Сильно постарела тетя Катя, одета она бедновато, щеки ее запали.

А Коробочка видела сон:

— Будто стоит среди вашего двора высокая-превысокая лестница. И никто ее не держит. Сама по себе стоит. А на верху ее крест. И так это мне сделалось жутко, что я проснулась и свет включила. Ну, думаю, быть беде! — У Коробочки вздрагивают рыхлые, нарумяненные щеки.

— Много он нагрешил, Михаил-то, простит ли его господь? — вздыхает мать.

— Да, уж нагрешить-то он нагрешил! — совсем громко восклицает тетя Парасковья…

В пристройке Ефим и дядя Володя готовят отцу последнее пристанище. Накинув пальто, я выскакиваю на крыльцо.

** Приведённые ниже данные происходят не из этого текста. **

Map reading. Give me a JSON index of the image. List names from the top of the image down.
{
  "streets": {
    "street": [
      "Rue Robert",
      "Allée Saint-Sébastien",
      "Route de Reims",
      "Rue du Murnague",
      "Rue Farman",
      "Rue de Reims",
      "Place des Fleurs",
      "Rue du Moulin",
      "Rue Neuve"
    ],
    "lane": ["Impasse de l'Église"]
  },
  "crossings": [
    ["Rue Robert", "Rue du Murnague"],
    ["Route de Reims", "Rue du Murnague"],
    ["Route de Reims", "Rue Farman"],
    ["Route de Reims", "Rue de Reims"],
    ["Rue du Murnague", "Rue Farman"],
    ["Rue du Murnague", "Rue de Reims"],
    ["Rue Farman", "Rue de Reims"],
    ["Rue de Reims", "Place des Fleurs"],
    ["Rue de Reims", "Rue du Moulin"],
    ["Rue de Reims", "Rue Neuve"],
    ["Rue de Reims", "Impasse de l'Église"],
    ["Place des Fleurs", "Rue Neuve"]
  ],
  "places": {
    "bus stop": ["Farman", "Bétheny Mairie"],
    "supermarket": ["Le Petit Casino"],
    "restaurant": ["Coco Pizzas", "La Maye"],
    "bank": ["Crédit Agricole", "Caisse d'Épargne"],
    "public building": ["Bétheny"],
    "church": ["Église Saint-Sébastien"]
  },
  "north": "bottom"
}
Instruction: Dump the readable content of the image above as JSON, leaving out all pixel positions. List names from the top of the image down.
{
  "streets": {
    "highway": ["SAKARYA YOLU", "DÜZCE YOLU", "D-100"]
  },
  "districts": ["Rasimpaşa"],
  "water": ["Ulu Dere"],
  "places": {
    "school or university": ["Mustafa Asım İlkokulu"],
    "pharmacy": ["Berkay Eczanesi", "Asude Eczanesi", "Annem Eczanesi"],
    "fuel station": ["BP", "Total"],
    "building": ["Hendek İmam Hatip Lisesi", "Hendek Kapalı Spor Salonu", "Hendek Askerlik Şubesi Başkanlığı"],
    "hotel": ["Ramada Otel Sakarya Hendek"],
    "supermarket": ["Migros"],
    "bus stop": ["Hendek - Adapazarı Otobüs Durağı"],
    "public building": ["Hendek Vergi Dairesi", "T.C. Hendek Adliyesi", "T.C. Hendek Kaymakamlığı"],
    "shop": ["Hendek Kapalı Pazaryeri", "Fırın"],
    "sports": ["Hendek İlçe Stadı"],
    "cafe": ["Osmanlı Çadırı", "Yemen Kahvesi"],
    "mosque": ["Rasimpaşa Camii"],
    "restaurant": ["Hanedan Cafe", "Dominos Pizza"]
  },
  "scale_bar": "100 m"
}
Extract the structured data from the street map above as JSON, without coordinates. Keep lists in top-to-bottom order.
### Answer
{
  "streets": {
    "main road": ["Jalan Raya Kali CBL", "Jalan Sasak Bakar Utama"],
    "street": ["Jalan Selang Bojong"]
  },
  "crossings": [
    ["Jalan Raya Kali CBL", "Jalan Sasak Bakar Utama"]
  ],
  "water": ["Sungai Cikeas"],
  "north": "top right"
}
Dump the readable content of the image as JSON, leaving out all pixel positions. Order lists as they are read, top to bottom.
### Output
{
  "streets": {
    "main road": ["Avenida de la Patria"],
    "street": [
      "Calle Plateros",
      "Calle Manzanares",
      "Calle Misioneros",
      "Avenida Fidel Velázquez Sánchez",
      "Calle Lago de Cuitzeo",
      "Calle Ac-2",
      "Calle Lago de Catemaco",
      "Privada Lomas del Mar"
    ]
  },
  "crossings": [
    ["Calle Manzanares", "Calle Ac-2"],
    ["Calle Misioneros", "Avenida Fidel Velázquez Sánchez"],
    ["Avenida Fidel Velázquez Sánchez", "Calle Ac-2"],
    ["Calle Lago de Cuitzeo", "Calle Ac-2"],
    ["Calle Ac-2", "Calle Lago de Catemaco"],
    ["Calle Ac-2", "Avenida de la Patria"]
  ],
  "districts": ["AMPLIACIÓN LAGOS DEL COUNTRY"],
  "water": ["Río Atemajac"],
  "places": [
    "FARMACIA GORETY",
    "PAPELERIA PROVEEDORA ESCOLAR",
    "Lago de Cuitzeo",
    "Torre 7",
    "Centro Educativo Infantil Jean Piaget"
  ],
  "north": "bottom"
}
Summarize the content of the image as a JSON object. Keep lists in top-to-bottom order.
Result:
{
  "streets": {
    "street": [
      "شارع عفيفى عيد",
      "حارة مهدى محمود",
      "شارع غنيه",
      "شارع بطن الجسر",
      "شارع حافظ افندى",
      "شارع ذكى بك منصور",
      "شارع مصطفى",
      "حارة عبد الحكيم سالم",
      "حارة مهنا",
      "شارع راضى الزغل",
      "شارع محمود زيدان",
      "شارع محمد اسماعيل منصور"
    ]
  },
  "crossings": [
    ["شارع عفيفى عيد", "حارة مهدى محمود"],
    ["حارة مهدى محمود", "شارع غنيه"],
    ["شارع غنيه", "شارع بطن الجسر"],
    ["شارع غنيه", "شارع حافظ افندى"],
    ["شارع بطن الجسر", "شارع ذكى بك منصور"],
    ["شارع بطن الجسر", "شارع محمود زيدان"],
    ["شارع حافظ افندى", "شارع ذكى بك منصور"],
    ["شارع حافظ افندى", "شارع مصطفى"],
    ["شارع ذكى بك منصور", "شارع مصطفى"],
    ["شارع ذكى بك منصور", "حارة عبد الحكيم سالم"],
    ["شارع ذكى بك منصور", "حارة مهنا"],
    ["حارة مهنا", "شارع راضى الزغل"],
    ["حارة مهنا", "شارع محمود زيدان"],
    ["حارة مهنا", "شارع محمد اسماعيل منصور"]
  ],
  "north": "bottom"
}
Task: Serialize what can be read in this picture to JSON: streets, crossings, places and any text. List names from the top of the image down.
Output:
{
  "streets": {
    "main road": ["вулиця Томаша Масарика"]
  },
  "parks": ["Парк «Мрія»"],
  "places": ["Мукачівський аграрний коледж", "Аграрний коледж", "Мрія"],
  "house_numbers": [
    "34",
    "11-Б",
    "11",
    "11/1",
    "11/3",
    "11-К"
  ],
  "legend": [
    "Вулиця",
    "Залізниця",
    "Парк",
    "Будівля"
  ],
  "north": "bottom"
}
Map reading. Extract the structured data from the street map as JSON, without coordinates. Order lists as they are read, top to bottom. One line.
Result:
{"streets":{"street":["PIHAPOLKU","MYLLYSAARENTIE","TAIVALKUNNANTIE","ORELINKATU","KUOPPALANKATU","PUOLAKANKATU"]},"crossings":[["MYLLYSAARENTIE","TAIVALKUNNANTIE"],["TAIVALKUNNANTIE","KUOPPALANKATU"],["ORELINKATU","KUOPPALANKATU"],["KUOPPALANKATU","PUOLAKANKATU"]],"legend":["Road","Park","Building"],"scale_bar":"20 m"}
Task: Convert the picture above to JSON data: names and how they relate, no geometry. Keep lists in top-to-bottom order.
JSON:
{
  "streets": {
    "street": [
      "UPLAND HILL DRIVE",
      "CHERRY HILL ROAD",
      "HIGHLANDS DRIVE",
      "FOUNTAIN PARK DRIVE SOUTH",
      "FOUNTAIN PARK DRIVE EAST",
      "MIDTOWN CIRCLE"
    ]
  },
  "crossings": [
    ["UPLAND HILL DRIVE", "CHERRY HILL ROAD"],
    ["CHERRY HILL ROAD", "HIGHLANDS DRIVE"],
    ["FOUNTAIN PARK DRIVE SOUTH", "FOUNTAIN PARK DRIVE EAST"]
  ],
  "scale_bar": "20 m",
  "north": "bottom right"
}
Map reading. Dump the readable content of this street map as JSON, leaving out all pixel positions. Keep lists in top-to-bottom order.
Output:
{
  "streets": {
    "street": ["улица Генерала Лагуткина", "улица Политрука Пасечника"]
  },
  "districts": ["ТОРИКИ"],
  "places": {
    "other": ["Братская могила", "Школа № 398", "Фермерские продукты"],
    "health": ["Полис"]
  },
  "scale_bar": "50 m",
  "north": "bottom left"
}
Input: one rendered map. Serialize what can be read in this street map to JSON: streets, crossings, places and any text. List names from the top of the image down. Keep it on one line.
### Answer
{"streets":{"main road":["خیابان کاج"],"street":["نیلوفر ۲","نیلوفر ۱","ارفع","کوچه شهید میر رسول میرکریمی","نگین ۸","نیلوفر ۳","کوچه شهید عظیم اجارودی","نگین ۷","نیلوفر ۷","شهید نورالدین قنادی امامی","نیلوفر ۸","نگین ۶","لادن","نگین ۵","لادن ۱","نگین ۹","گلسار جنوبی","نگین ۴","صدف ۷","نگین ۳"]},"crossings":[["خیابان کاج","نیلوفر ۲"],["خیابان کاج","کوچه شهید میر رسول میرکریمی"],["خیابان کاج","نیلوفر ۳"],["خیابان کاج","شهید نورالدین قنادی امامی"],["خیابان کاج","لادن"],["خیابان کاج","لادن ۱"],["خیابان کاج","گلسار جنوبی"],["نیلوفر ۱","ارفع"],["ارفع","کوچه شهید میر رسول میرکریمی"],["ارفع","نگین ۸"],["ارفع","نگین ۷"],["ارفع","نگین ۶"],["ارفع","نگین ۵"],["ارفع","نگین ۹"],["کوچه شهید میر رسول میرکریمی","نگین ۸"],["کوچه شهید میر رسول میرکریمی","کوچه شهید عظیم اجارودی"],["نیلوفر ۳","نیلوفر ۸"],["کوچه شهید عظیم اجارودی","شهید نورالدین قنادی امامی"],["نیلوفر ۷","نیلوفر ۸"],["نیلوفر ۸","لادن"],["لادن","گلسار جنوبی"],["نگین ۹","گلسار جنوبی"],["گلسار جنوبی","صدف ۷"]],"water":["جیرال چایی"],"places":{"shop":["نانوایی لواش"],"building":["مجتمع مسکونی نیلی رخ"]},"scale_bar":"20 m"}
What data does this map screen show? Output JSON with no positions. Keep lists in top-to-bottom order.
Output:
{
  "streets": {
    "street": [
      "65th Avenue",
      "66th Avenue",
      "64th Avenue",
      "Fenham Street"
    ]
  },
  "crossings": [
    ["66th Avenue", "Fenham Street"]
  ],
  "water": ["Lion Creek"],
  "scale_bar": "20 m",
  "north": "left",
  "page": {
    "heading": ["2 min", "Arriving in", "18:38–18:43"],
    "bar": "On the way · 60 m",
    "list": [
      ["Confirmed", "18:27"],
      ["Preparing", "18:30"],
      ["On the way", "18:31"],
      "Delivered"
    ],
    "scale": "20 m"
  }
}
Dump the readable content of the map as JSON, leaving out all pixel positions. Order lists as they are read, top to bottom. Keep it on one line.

Уже полночь. Улица, прокаленная стужей, мертва. Все живое забилось, спряталось в тепло. Туман еще гуще.

Размытым, светлым пятном дымится, наполовину скрытое сугробом, окошко пристройки.

И вдруг дверь распахивается, на миг выпускает полосу света и, захлопываясь, снова вдергивает эту полосу в каморку. Ефим с дядей Володей, раздетые, без шапок несутся в дом. На крыльце натыкаются на меня, с приглушенным вскриком шарахаются, Ефим падает в сугроб.

— Чего вы? — испуганно кричу я.

— Фу, холера! Насмерть перепугал, — выдыхает Ефим, и мы все трое вваливаемся на кухню.